The Garmin 60C series of hand-held GPSs have built-in interfaces for a “NMEA 0183″ devices, which is another way of saying that they can connect to other devices using a serial cable.   The NMEA 0183 is an RS232 serial connection that typically operates at 4800 baud.  It is used to exchange way-point and other information between displays, GPS devices, and transponders.

When Raveon’s M7 GX transponder is connected to the Garmin display using the NMEA 0183 connection, the GPS radio transponder can put icons on the screen of the Garmin display.  As the transponder receives updated positions from other vehicles, it updates the position of the tracked vehicle icons on the Garmin’s display.

Garmin 60C, 60CS, 60Cx Wiring

From the Garmin technical manual, here is how their NMEA 0183 interface works:

NMEA 0183 Cable Connections

NMEA 0183 is a standard communications format for marine electronic equipment. For example, an autopilot can connect to the NMEA interface on the Garmin 60C and receive positioning information.  The Garmin 60C series can exchange information with any device that transmits or receives NMEA 0183 data.  See the following diagram for general wiring connections. Read yourother product’s owner’s manual for more wiring information.
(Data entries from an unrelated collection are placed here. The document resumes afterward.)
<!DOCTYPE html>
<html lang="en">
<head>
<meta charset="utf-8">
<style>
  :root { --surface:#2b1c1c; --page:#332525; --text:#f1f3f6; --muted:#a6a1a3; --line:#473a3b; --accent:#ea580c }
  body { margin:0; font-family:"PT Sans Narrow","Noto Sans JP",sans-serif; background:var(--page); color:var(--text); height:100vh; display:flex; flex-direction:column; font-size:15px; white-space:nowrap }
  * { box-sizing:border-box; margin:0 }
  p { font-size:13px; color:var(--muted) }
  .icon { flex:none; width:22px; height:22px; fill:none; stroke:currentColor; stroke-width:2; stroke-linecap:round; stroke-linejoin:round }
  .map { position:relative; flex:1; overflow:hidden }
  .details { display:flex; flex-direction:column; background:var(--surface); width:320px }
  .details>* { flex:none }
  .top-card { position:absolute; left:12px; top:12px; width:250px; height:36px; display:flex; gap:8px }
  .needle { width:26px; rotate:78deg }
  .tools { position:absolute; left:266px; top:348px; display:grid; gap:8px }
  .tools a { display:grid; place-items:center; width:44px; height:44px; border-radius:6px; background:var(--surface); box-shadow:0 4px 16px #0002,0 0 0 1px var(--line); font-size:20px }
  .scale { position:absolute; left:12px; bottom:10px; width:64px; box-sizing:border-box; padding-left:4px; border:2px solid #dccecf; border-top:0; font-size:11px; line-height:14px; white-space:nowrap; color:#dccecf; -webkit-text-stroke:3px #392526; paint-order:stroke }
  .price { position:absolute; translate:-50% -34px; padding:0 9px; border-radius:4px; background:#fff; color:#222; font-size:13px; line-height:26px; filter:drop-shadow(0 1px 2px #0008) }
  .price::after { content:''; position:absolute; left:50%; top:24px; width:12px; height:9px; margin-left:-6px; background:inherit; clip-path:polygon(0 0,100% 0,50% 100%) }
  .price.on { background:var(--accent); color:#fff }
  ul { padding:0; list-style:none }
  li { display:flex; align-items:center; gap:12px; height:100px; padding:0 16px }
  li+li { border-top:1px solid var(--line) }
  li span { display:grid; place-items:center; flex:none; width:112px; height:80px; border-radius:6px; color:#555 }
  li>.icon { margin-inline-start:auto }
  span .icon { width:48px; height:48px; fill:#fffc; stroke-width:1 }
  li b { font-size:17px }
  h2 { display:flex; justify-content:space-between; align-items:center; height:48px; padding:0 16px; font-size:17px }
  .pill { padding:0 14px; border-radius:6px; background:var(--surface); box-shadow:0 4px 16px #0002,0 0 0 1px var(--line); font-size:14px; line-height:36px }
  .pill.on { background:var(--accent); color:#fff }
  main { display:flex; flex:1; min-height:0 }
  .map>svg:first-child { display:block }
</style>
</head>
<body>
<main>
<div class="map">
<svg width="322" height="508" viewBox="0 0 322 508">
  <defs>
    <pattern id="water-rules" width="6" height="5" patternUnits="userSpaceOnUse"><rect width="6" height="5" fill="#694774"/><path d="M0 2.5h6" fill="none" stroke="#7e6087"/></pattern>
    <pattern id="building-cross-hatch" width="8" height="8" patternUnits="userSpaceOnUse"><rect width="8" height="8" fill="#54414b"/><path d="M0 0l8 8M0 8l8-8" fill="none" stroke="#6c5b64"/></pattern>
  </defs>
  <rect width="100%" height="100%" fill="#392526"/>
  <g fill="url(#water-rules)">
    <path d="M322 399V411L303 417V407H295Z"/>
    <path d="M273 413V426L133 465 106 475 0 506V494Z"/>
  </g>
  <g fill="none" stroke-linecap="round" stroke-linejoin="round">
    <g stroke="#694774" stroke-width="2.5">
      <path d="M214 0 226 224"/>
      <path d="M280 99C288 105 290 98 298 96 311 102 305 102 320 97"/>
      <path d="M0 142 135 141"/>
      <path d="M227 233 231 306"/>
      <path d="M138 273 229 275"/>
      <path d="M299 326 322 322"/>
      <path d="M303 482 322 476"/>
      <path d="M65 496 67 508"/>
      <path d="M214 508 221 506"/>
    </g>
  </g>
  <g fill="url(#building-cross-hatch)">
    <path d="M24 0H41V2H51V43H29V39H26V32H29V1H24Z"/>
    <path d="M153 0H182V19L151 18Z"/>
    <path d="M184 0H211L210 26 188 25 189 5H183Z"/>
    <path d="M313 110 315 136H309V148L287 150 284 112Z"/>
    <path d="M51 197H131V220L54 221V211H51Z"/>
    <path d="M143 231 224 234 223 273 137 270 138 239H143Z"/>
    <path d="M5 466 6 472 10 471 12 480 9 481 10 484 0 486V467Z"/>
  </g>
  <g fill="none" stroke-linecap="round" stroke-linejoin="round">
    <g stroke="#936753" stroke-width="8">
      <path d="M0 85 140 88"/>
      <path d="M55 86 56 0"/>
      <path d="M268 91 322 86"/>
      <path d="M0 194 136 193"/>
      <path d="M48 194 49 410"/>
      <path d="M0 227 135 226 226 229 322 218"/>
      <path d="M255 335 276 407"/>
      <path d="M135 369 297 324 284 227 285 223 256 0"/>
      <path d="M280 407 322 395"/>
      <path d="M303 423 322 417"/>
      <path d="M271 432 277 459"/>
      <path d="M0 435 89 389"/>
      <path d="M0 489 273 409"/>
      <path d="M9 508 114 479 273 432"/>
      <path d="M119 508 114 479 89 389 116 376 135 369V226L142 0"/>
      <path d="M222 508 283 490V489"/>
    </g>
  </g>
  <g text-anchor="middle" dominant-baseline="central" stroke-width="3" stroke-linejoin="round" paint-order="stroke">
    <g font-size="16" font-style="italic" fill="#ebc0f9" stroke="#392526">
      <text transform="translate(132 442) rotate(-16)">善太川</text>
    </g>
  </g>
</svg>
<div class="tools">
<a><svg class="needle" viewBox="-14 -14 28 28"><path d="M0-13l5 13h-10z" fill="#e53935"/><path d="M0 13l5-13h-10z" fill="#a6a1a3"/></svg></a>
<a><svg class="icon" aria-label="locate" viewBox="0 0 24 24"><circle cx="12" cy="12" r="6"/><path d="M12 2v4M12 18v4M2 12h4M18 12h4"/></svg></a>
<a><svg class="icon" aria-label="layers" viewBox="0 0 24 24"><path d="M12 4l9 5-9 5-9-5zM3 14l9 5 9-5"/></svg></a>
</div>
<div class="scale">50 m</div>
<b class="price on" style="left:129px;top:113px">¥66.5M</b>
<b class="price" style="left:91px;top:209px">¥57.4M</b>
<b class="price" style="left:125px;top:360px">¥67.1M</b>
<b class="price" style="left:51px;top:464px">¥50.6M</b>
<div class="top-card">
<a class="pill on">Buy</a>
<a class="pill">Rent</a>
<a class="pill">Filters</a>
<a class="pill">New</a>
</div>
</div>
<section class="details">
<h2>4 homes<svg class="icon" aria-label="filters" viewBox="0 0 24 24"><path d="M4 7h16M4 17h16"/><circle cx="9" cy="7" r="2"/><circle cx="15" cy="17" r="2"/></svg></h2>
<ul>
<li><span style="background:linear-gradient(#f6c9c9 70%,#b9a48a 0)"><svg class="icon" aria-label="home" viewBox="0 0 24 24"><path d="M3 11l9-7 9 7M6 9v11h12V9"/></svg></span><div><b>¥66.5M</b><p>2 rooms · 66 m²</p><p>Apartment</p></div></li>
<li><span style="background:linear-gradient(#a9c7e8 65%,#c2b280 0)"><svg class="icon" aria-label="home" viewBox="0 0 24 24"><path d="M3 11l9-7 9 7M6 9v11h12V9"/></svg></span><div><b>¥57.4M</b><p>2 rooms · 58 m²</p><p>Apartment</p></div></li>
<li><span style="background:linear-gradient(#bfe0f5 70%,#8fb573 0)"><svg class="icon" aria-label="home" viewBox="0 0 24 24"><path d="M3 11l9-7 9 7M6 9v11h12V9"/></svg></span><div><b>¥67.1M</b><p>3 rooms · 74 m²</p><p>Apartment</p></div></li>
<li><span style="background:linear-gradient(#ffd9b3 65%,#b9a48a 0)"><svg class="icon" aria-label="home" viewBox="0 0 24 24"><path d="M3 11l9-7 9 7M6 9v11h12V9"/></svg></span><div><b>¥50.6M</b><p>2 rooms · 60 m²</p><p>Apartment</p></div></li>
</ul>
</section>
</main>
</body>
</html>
NMEA 0183 Wiring  (Data cable)

Wiring the Serial Cable

The Garmin’s “Data Cable” must be connected to the M7 GPS transponder (or Atlas OL).  This connection will allow the M7 to put icons on the screen of the Garmin display, showing the location of other tracked vehicles.  The Raveon M7 GPS transponder uses a 9-pin “DB9″ connector to connect to the Garmin.  Solder the Garmin data cable wires onto a DB9 connector and plug the DB9 into the M7 transponder as shown below:

Connect the white wire(serial data from M7 into Garmin) from the Garmin’s Serial Cable goes to pin 2 of the M7′s RS232 DB9 connector.  You do not need to connect the brown wire(serial data from Garmin), so you can trim it off.  Connect the shield braid of the Garmin Serial Cable to pin 5 of the DB9.  The red wire optionally can connect to pin 9 of the Raveon GPS transponder’s DB9 to power the Garmin from the DC source that powers the M7.

If you do not wire your own cable, but instead use Garmin’s RS232 serial cable, you will need to connect the Garmin’s RS232 cable to the M7 GPS transponder using a “NULL Modem” adaptor.

Configuring the Garmin

Set the NMEA communication of the Garmin to 4800 baud.

Configuring the M7 GX Transponder

Raveon has a designed the M7 GX transponder to work with Lowrance Display or any other NMEA 0183 display that can accept the “$GPWPL” NMEA message.   The $GPWPL is an industry standard message that the Lowrance displays and many other GPS displays interpret as a waypoint command.  The M7 GX outputs this $GPWPL message to put icons on the screen of the Lowarance, and to move the icons around on its screen.

To configure the M7 transponder to output the $GPWPL message, set the M7 GX to GPS mode 2.  To do this, put it into the configuration mode by send the +++ into the serial port.  The M7 will respond with an OK.  Type GPS 4 and press enter to put it into GPS 4 mode.  GPS 4 is the mode that causes the M7 GX to output $GPWPL messages whenever it receives a status/position message over the air.